Le navire Unity, sous les ordres du capitaine Wollaston, aborde les côtes du Massachusetts (Quincy Bay) au printemps 1624, avec à son bord Thomas Morton. Cet avocat anglais fait partie d’un groupe de colons qui vise à fonder une « plantation » au nord de Plymouth. Morton et ses compagnons s’enfoncent au cœur du pays indien (Passonagessit) et prennent possession de la terre, la baptisant d’abord Mare Mount (Le « Mont de la mer » en latin, « monter la jument » en anglais), puis Merrymount (le « joyeux mont »).
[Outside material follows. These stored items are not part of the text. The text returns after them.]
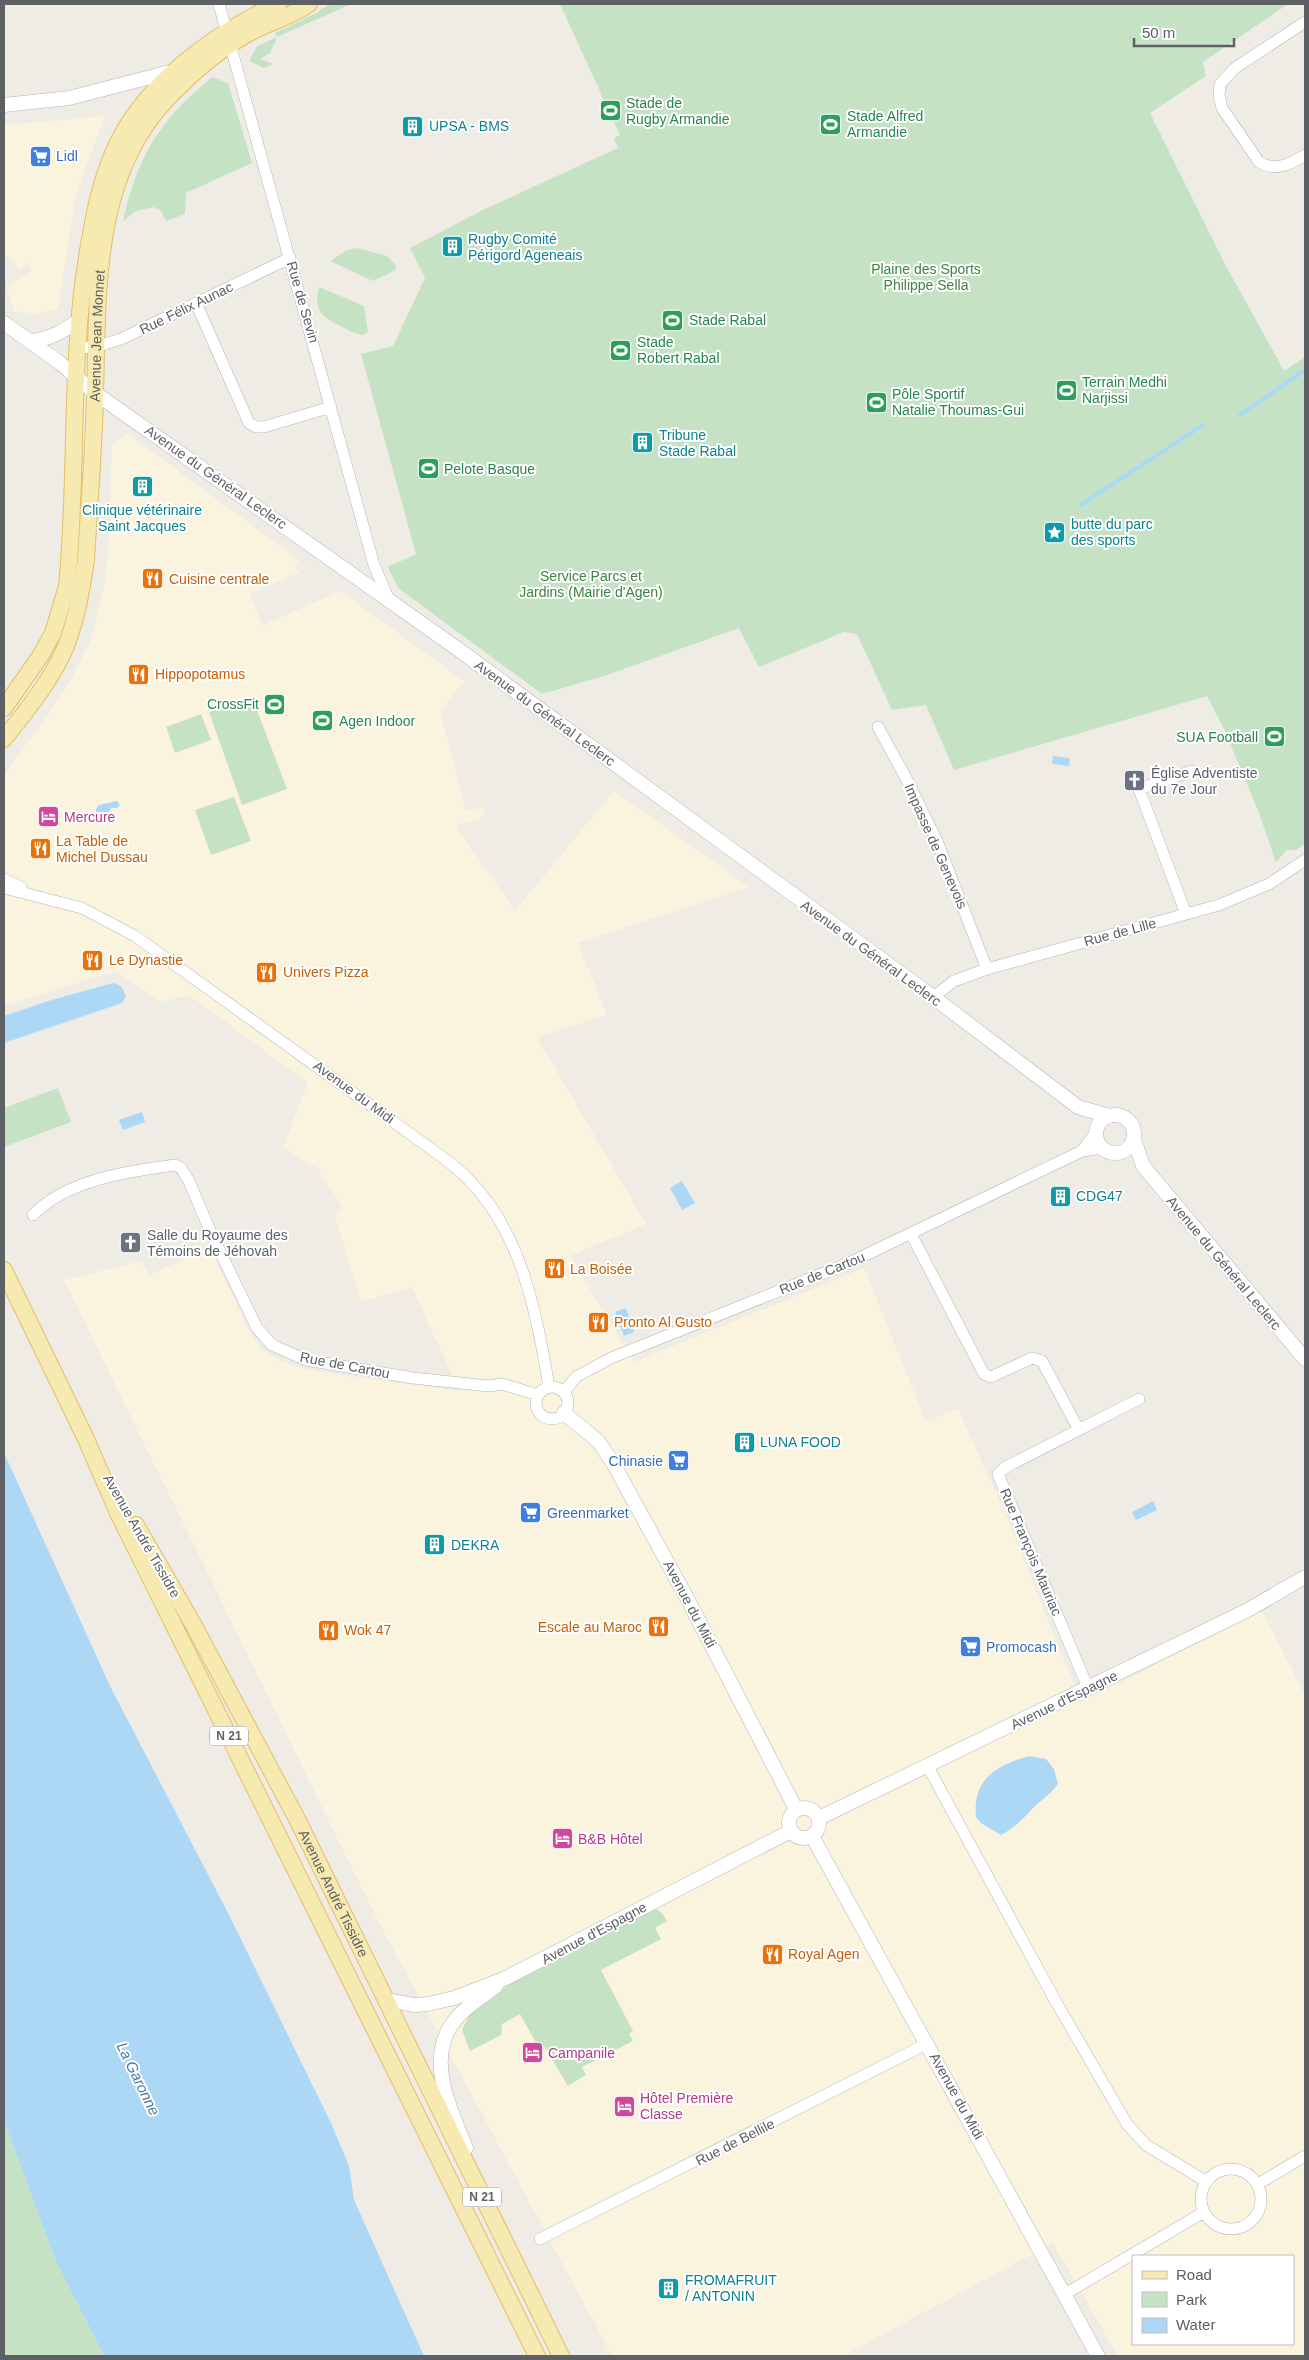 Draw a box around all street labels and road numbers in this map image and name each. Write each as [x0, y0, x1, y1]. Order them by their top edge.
street label: Rue de Sevin [284, 259, 322, 345]
street label: Avenue Jean Monnet [87, 269, 108, 402]
street label: Rue Félix Aunac [137, 278, 235, 338]
street label: Avenue du Général Leclerc [142, 422, 290, 532]
street label: Avenue du Général Leclerc [472, 657, 618, 769]
street label: Impasse de Genevois [901, 781, 971, 911]
street label: Avenue du Général Leclerc [798, 897, 944, 1009]
street label: Rue de Lille [1082, 915, 1158, 949]
street label: Avenue du Midi [310, 1057, 398, 1127]
street label: Avenue du Général Leclerc [1163, 1193, 1285, 1333]
street label: Rue de Cartou [777, 1249, 867, 1297]
street label: Rue de Cartou [299, 1348, 391, 1382]
street label: Avenue André Tissidre [100, 1471, 184, 1601]
street label: Rue François Mauriac [997, 1486, 1065, 1618]
street label: Avenue du Midi [660, 1558, 720, 1650]
street label: Avenue d'Espagne [1008, 1667, 1120, 1733]
road number: N 21 [210, 1726, 248, 1745]
street label: Avenue André Tissidre [295, 1827, 372, 1960]
street label: Avenue d'Espagne [539, 1898, 650, 1967]
street label: Avenue du Midi [927, 2050, 987, 2142]
street label: Rue de Bellile [693, 2115, 777, 2169]
road number: N 21 [463, 2188, 501, 2206]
Pour fêter l’événement, ils érigent un poteau sur le site, le « Maypole » (« poteau de mai »), et invitent les Indiens à célébrer les festivités par des chants et des danses[2]. C’est le point de départ d’un conflit qui durera plus de vingt ans.
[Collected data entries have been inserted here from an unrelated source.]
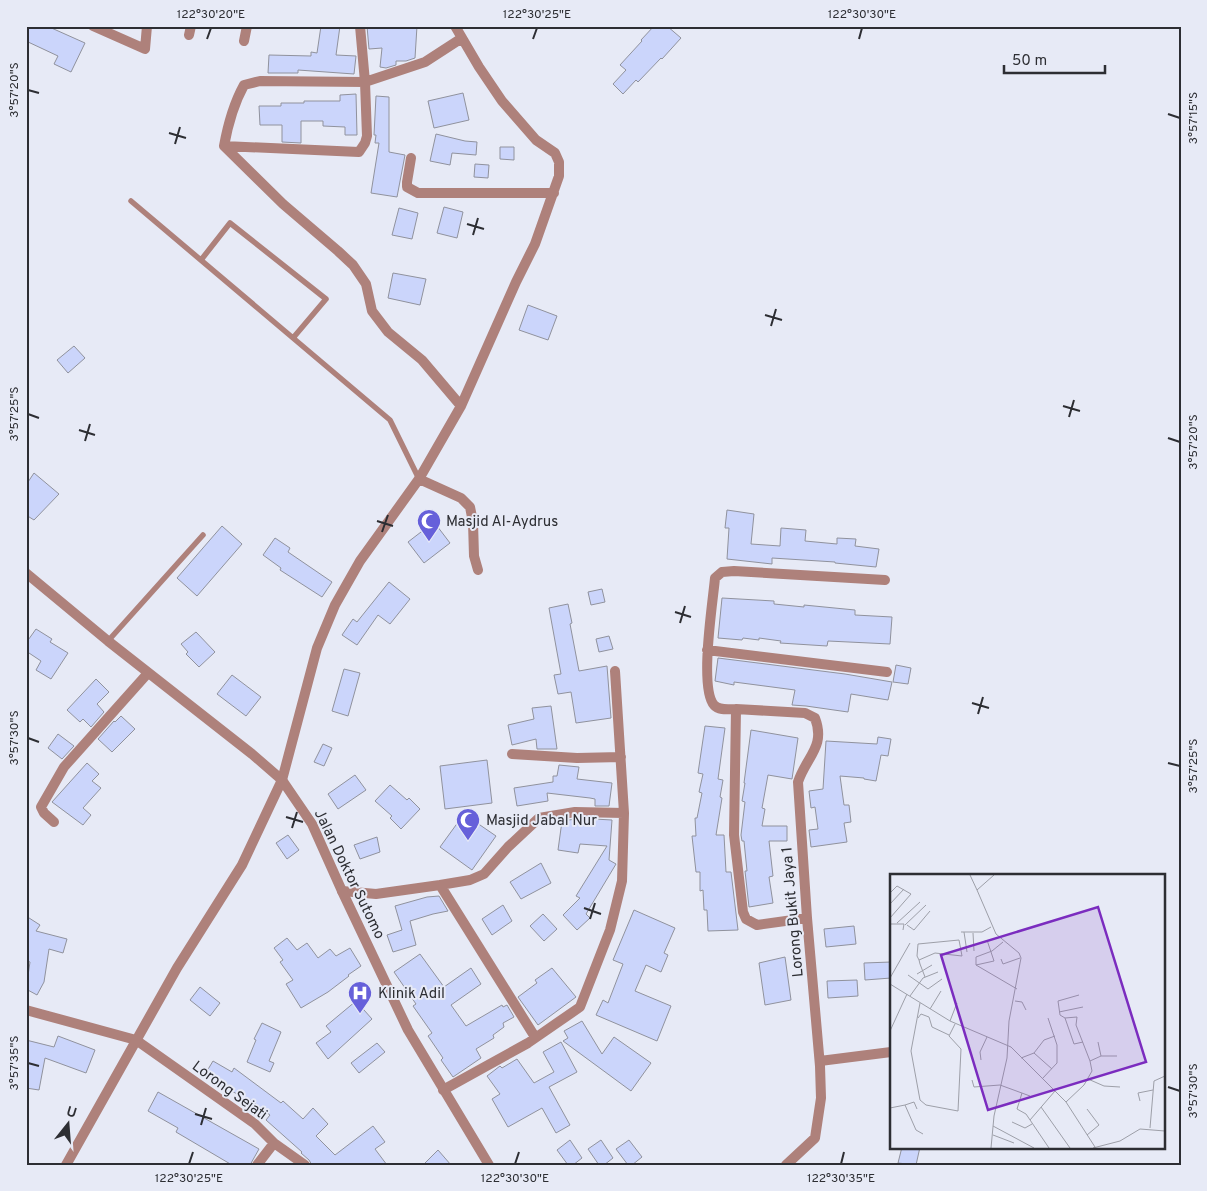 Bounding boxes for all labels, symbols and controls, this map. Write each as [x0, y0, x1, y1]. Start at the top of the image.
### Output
text: 122°30'20"E [177, 7, 245, 23]
text: 122°30'25"E [503, 7, 571, 23]
text: 122°30'30"E [828, 7, 896, 23]
scale bar [1004, 42, 1106, 74]
text: 50 m [1012, 52, 1047, 71]
text: 3°57'20"S [7, 62, 23, 118]
text: 3°57'15"S [1186, 92, 1202, 144]
text: 3°57'25"S [7, 386, 23, 442]
text: 3°57'20"S [1186, 414, 1202, 470]
mosque icon: Masjid Al-Aydrus [416, 508, 442, 542]
place label: Masjid Al-Aydrus [446, 513, 558, 532]
text: 3°57'30"S [7, 710, 23, 766]
text: 3°57'25"S [1186, 738, 1202, 794]
street label: Jalan Doktor Sutomo [309, 807, 388, 943]
mosque icon: Masjid Jabal Nur [455, 807, 481, 841]
place label: Masjid Jabal Nur [486, 812, 597, 831]
street label: Lorong Bukit Jaya 1 [778, 846, 809, 978]
inset map [890, 874, 1164, 1148]
hospital icon: Klinik Adil [347, 980, 373, 1014]
place label: Klinik Adil [378, 985, 445, 1004]
text: 3°57'35"S [7, 1036, 23, 1091]
street label: Lorong Sejati [188, 1058, 271, 1125]
text: 3°57'30"S [1186, 1063, 1202, 1119]
north arrow [42, 1098, 92, 1148]
text: U [64, 1103, 79, 1123]
text: 122°30'25"E [155, 1171, 223, 1187]
text: 122°30'30"E [481, 1171, 549, 1187]
text: 122°30'35"E [807, 1171, 875, 1187]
Les « historiens » puritains, Bradford en tête, ne retiennent que la conduite « lascive » et « profane » de Morton, ainsi que sa propension à la boisson. Il est clair que la communauté de Merrymount scandalise celle de Plymouth. Le nom est à lui seul une provocation. Bradford reproche à Morton, « lord of misrule » (« seigneur de l’inconduite »)[3], d’avoir « maintenu une école du péché » et d’avoir vendu de l’alcool et des armes aux Indiens, ce qui est sans doute avéré (en fait, ce trafic avait débuté à la fin du XVIe siècle). Plus intéressante nous apparaît l’accusation suivante à propos des « orgies » : c’était, écrit Bradford, « comme s’ils avaient ressuscité et célébré les fêtes de la déesse romaine Flora, ou les pratiques bestiales des folles bacchanales »[4]. Le non-dit est le plus éloquent. Si Morton scandalise, c’est parce qu’il introduit le paganisme dans ce pays désigné par Dieu. Ce que Plymouth ne peut supporter chez Morton, c’est son esprit d’indépendance et la popularité dont il jouit auprès des Indiens. L’idée même d’un culte commun aux deux « races » —employons ce mot dans son contexte— épouvante les bonnes âmes puritaines, sans parler des rapports charnels que Morton entretient avec les femmes de la tribu (« intermarriage », JD 218). Cela n’est pas seulement choquant mais dangereux, d’autant que Morton ne répugne pas à citer la Bible ou le Livre des Prières. En effet, Morton est tout, un sceptique, un libertin, sauf un athée… Ses choix religieux sont tout simplement différents. Quand il compare ses amis marginaux aux Cananéens de l’Ancien Testament, chassés de leurs terres par les Israélites, Morton choisit clairement son camp : celui des Cananéens.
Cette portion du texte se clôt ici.